WORK TO BE COMPLETED
A single number is needed: how many lines of the data below contain "bubble".

PROVIDED ENTRIES
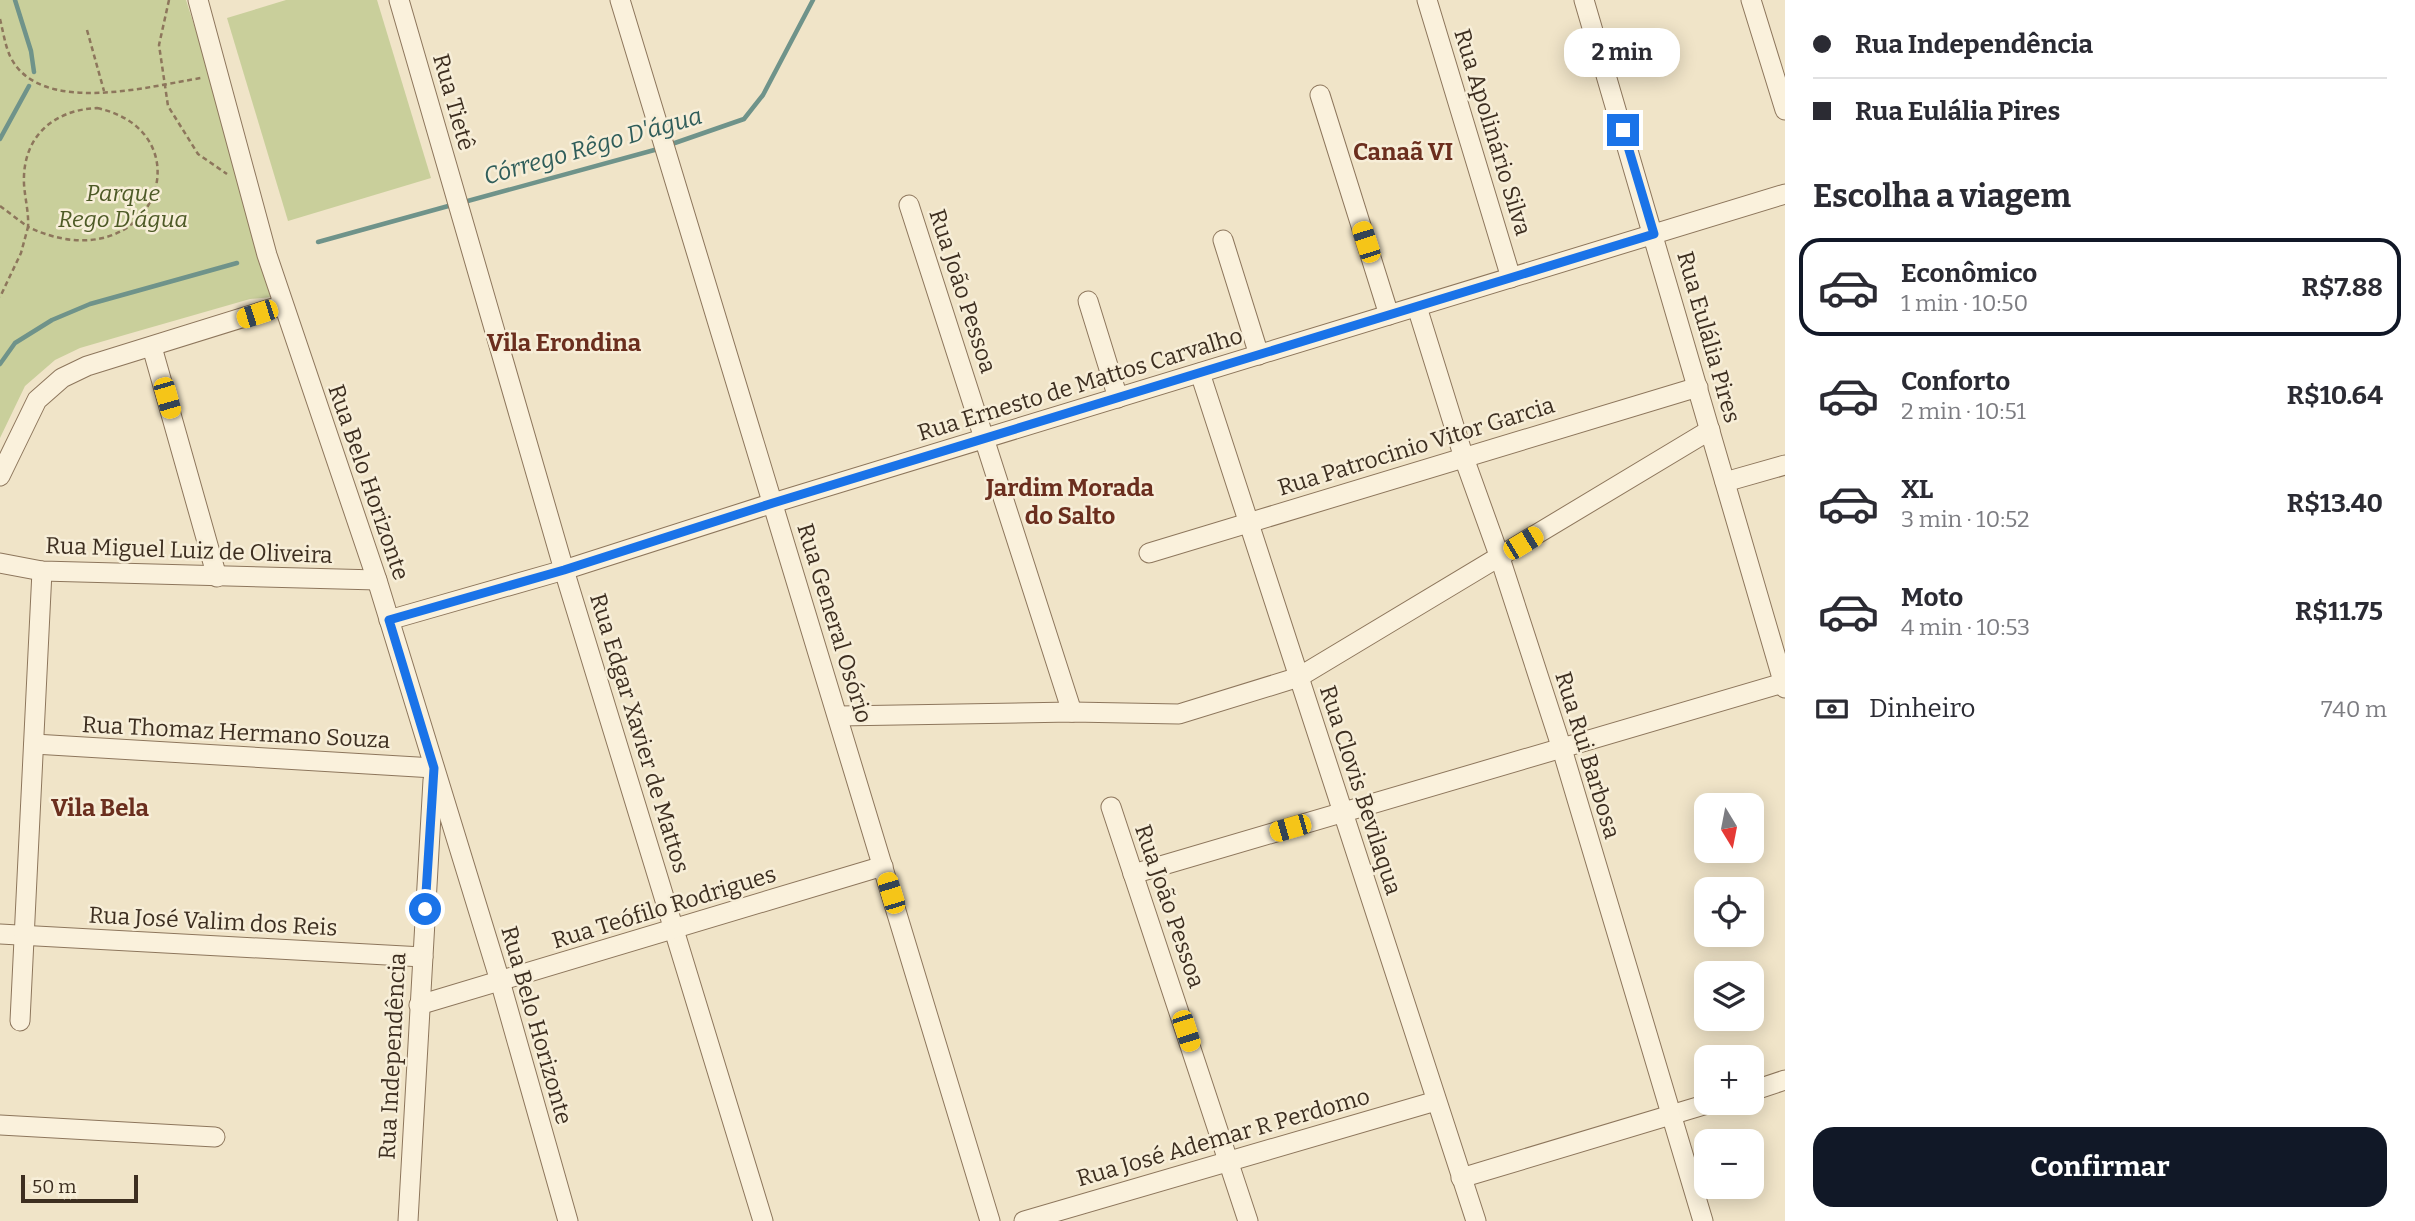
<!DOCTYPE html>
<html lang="pt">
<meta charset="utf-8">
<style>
body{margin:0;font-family:Bitter,serif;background:#f7f7f7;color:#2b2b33;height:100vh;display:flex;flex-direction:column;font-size:26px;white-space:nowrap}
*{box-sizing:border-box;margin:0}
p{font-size:23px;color:#7c7c81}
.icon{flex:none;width:38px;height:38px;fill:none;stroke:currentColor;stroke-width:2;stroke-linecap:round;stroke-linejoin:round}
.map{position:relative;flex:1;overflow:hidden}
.side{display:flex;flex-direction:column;background:#fff;width:630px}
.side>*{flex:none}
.banner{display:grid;align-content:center;height:154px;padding:0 28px;background:#fff}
.needle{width:46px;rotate:170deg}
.buttons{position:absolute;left:1694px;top:793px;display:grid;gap:14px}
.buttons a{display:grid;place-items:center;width:70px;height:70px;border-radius:14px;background:#fff;box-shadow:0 4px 18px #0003;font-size:35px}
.scale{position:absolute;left:21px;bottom:18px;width:117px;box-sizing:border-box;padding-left:7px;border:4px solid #3d2e20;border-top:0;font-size:19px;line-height:24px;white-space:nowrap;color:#3d2e20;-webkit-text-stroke:5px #f7eed8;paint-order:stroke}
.end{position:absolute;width:32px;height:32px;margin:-16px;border:9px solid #1a73e8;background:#fff;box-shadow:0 0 0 4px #fff}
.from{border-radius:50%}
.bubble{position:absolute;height:49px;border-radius:21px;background:#fff;box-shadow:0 4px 18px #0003;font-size:23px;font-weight:700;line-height:49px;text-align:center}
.car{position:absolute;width:21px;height:42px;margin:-21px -10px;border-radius:9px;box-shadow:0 0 5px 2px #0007;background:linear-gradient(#f5c518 24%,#345 0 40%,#f5c518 0 76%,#345 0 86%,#f5c518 0)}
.banner b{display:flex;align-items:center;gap:24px;height:66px;font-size:26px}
.banner b+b{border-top:2px solid #e1e1e2}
.banner i{width:18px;height:18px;background:#2b2b33}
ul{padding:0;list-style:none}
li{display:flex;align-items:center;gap:21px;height:98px;margin:0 14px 10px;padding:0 14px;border:4px solid transparent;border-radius:21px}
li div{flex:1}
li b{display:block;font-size:26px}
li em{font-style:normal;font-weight:700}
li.current{border-color:#111827}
li>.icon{width:63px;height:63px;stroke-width:1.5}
h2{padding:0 28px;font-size:32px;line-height:84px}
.pay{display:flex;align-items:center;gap:18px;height:77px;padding:0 28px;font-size:26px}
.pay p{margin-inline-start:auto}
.button{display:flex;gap:14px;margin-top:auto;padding:14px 28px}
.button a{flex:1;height:80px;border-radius:21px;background:#111827;color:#fff;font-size:28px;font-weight:700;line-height:80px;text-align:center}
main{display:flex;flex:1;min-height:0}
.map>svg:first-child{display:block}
</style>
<main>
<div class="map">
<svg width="1785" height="1221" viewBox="0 0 1785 1221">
<rect width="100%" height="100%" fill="#f0e4c8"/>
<g fill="#c9cf9b">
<path d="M0,0H186L242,174L272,297L250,299L128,334L80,348L55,360L25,386L0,438Z"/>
<path d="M286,0H377L431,178L288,221L227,18Z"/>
</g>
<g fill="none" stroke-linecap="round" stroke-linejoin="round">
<g stroke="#6f938a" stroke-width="4.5">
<path d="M15,0L31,51L34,72"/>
<path d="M0,139L29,86"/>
<path d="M669,145L744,119L763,95L813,0"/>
<path d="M464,202L658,149"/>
<path d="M318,242L452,205"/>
<path d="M0,364L15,343L52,320L90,304L237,263"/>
</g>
<defs>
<g id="minor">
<path d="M198,0L267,255L377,580L500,981L568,1221"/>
<path d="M399,0L564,570L763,1221"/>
<path d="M620,0L990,1221"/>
<path d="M1427,0L1511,278"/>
<path d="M1584,0L1785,688"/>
<path d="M1751,0L1785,110"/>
<path d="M1320,95L1389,315"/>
<path d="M909,205L1072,712"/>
<path d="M1223,240L1259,355"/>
<path d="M1088,301L1118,398"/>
<path d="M1417,307L1464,458L1500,558L1562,749L1703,1221"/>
<path d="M152,347L217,577"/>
<path d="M1200,373L1476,1221"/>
<path d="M0,476L37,400L62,378L87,366L283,305"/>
<path d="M1725,482L1785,465"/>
<path d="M1149,553L1698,387"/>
<path d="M0,563L42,571L377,580"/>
<path d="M389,620L564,570L773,503L1785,194"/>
<path d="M839,716L1072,712L1179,714L1299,677L1710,430"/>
<path d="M34,744L434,768"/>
<path d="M1111,807L1248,1221"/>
<path d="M1133,874L1783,683"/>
<path d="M0,934L423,957"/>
<path d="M419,1005L883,866"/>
<path d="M20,1021L42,571"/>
<path d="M1752,1091L1785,1080"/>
<path d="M0,1125L215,1137"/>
<path d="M1461,1178L1714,1102"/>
<path d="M408,1221L433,780"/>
<path d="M1024,1221L1436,1101"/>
</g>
</defs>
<use href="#minor" stroke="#8d765c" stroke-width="21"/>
<g stroke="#8d765c" stroke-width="2.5" stroke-dasharray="5 3.5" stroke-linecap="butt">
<path d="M169,0L159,45L168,106L198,154L227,174"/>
<path d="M0,19C3,31 5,45 10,56C39,117 150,86 201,78"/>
<path d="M87,30L104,91"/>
<path d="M97,108C209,132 154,286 28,227C29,213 25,199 24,184C22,137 53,110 97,108Z"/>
<path d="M0,206L28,227L21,253L0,297"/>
</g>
<use href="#minor" stroke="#faf1dc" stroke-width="19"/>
</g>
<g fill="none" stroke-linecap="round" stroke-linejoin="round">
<path stroke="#1a73e8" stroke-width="9" d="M425,909L434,768L389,620L564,570L773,503L1654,234L1623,130"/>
</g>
<g text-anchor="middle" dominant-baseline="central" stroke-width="5" stroke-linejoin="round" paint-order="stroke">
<g font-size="23" fill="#3d2e20" stroke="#f7eed8">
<text transform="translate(454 102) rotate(74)">Rua Tietê</text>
<text transform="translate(1493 132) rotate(73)">Rua Apolinário Silva</text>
<text transform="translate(963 291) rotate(72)">Rua João Pessoa</text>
<text transform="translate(1709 337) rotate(74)">Rua Eulália Pires</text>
<text transform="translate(1080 384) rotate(-17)">Rua Ernesto de Mattos Carvalho</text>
<text transform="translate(1416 446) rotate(-17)">Rua Patrocinio Vitor Garcia</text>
<text transform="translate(369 482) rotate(71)">Rua Belo Horizonte</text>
<text transform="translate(189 550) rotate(2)">Rua Miguel Luiz de Oliveira</text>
<text transform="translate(835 623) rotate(73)">Rua General Osório</text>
<text transform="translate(236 732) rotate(3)">Rua Thomaz Hermano Souza</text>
<text transform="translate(640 733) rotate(73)">Rua Edgar Xavier de Mattos</text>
<text transform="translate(1588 755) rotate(73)">Rua Rui Barbosa</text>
<text transform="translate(1361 790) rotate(72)">Rua Clovis Bevilaqua</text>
<text transform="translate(1170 906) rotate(71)">Rua João Pessoa</text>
<text transform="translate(664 907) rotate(-17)">Rua Teófilo Rodrigues</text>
<text transform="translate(213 921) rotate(3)">Rua José Valim dos Reis</text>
<text transform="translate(537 1025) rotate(74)">Rua Belo Horizonte</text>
<text transform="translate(392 1056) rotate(-87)">Rua Independência</text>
<text transform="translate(1223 1137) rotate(-16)">Rua José Ademar R Perdomo</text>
</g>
<g font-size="23" font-style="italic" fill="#4d5a26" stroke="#f7eed8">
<text x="123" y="193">Parque<tspan x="123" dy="26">Rego D'água</tspan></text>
</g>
<g font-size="24" font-style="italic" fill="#2f5d5a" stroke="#f7eed8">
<text transform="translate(593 146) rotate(-16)">Córrego Rêgo D'água</text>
</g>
<g font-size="24" font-weight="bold" fill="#6b2e1e" stroke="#f7eed8">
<text x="1403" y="152">Canaã VI</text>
<text x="564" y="343">Vila Erondina</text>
<text x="1070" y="488">Jardim Morada<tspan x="1070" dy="28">do Salto</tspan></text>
<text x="100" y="808">Vila Bela</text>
</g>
</g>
</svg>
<div class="buttons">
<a><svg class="needle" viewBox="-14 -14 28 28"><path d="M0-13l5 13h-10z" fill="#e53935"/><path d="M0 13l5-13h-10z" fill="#7c7c81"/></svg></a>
<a><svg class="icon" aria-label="locate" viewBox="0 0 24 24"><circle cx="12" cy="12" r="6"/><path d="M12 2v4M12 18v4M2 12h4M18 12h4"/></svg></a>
<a><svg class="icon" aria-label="layers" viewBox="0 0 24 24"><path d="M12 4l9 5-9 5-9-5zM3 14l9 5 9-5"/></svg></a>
<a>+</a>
<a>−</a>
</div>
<div class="scale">50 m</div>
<i class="end from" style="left:425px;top:909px"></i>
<i class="end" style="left:1623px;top:130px"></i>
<div class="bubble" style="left:1564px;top:28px;width:116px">2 min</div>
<i class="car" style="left:1366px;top:242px;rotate:342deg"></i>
<i class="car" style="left:257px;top:314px;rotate:252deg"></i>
<i class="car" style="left:167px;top:398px;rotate:164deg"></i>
<i class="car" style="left:1523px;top:543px;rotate:59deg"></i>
<i class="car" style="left:1290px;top:828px;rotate:254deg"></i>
<i class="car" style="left:891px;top:893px;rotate:343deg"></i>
<i class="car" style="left:1186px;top:1031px;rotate:162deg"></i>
</div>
<section class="side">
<div class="banner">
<b><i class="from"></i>Rua Independência</b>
<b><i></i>Rua Eulália Pires</b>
</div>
<h2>Escolha a viagem</h2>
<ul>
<li class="current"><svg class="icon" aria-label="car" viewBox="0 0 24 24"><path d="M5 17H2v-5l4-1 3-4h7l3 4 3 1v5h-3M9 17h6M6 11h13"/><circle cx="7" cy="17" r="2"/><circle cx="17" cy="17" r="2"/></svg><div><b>Econômico</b><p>1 min · 10:50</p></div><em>R$7.88</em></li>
<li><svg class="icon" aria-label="car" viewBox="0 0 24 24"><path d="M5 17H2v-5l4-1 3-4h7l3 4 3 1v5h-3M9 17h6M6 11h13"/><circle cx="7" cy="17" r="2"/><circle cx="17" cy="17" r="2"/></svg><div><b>Conforto</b><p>2 min · 10:51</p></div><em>R$10.64</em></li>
<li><svg class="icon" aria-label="car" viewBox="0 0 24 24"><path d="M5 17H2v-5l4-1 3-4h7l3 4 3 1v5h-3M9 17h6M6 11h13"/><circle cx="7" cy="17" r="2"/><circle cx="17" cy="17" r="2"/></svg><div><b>XL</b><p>3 min · 10:52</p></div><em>R$13.40</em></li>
<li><svg class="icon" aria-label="car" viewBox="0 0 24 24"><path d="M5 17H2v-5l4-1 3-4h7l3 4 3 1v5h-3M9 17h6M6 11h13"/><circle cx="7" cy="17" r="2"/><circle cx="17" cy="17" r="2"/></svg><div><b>Moto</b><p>4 min · 10:53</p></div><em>R$11.75</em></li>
</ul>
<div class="pay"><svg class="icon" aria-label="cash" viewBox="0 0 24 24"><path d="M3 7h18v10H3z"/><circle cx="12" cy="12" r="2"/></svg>Dinheiro<p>740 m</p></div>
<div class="button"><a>Confirmar</a></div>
</section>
</main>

TASK OUTPUT
2